— Work instructions —
Every line that contains the word "white" should be copied from the records below.

***** Records shown *****

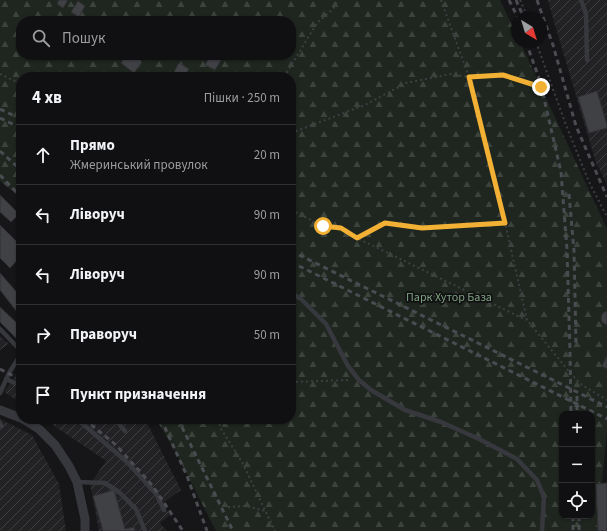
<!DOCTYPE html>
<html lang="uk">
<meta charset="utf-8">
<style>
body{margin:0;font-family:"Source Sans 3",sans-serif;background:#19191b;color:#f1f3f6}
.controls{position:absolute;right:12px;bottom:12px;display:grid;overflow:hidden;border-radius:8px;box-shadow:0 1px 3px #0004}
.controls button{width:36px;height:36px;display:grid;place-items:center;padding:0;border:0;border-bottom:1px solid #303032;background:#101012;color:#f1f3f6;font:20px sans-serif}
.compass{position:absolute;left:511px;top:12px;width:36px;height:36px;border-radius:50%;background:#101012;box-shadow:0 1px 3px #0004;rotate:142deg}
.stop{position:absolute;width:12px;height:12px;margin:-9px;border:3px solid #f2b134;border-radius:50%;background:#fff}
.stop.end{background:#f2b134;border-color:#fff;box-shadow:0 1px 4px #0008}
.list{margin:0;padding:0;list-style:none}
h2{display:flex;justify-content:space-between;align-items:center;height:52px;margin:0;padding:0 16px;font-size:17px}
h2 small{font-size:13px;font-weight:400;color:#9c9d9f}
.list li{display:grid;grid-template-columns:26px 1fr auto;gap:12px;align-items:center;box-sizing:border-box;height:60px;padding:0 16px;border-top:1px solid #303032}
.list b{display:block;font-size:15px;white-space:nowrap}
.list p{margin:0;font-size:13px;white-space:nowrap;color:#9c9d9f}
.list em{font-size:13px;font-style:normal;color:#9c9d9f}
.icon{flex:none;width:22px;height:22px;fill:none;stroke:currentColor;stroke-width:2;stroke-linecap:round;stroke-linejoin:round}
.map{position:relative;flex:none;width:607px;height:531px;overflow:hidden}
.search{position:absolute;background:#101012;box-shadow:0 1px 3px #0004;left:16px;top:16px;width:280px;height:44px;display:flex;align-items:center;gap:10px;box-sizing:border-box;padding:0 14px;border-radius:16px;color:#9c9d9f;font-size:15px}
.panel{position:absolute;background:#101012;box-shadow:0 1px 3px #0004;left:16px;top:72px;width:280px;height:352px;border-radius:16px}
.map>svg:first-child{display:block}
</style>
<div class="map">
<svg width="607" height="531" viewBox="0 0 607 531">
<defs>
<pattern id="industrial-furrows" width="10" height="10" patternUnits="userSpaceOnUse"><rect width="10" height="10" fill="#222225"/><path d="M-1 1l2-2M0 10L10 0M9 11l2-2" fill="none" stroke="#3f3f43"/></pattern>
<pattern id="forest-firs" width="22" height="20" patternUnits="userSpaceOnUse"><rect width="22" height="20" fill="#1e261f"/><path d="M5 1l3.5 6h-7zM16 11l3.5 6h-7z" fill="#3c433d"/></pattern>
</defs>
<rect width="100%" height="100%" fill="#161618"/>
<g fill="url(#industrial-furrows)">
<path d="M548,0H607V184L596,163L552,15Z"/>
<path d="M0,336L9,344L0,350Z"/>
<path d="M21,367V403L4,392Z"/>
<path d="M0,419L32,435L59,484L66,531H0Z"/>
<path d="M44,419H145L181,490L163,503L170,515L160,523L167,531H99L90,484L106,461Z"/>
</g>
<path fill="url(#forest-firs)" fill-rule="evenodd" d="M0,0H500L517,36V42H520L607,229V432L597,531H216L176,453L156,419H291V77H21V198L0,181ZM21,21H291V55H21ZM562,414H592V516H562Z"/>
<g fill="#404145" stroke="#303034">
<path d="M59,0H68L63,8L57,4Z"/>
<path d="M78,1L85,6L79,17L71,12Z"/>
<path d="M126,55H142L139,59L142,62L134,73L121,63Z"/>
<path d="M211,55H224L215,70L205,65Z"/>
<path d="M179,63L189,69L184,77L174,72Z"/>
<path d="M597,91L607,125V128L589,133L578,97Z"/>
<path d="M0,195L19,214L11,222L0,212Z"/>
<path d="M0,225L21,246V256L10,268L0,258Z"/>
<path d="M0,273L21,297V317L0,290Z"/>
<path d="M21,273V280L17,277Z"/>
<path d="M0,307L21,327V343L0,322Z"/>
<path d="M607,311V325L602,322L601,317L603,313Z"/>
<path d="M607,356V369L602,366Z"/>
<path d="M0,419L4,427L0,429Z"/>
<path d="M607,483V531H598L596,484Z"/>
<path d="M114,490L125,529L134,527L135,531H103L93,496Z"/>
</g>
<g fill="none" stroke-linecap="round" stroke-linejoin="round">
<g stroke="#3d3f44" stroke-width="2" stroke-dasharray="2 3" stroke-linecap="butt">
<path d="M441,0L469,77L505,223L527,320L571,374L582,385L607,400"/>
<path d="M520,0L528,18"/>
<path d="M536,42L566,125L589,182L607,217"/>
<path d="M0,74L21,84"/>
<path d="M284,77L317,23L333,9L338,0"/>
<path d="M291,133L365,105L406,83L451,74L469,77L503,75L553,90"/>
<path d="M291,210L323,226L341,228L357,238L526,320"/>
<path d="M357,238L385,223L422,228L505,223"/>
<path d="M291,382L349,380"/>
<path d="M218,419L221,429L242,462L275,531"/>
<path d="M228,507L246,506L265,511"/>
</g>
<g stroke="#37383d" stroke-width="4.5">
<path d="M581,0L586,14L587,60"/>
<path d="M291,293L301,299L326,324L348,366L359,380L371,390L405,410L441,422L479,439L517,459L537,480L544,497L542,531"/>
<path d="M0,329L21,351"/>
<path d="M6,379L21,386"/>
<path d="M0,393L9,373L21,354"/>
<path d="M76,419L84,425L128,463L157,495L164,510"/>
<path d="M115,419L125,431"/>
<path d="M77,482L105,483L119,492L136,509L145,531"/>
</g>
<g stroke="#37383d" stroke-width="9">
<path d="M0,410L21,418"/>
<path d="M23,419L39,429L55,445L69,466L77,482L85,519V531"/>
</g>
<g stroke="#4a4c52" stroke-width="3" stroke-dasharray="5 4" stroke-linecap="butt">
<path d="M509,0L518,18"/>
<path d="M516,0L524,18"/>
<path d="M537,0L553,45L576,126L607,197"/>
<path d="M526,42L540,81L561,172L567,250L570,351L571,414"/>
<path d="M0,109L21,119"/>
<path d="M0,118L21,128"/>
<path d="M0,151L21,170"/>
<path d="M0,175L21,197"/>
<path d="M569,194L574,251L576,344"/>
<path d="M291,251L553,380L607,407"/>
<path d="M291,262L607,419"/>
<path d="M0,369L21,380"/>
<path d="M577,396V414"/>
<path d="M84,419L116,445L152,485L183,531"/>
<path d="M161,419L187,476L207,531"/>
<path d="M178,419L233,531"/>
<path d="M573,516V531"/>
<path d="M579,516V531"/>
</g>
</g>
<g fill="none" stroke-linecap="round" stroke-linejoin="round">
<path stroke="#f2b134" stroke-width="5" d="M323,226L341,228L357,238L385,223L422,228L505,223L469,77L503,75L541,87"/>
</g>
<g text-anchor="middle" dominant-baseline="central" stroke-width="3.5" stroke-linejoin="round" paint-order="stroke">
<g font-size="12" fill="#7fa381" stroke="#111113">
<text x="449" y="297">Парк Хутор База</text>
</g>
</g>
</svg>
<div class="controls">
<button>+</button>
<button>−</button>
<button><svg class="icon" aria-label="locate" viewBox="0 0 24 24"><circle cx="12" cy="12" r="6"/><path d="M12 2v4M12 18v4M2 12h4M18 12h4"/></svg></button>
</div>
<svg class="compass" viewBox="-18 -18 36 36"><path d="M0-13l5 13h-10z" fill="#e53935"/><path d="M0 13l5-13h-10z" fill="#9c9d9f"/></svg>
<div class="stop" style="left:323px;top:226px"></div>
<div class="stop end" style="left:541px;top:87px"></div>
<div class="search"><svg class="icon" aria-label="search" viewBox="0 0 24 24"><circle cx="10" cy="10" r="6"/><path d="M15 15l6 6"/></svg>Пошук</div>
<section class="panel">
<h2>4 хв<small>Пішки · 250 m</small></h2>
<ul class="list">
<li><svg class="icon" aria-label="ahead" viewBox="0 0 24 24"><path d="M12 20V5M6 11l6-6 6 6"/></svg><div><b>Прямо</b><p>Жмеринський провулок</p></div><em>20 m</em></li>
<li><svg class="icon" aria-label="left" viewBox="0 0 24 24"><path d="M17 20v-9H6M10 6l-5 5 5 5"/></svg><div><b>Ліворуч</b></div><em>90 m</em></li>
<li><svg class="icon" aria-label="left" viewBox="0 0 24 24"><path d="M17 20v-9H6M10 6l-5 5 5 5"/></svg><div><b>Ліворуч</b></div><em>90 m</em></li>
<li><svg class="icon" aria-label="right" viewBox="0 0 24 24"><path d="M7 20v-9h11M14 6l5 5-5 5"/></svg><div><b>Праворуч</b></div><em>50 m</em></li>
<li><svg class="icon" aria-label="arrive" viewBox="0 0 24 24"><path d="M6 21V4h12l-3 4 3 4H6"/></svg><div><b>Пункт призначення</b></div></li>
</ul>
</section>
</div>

*****

— Expected output —
.list b{display:block;font-size:15px;white-space:nowrap}
.list p{margin:0;font-size:13px;white-space:nowrap;color:#9c9d9f}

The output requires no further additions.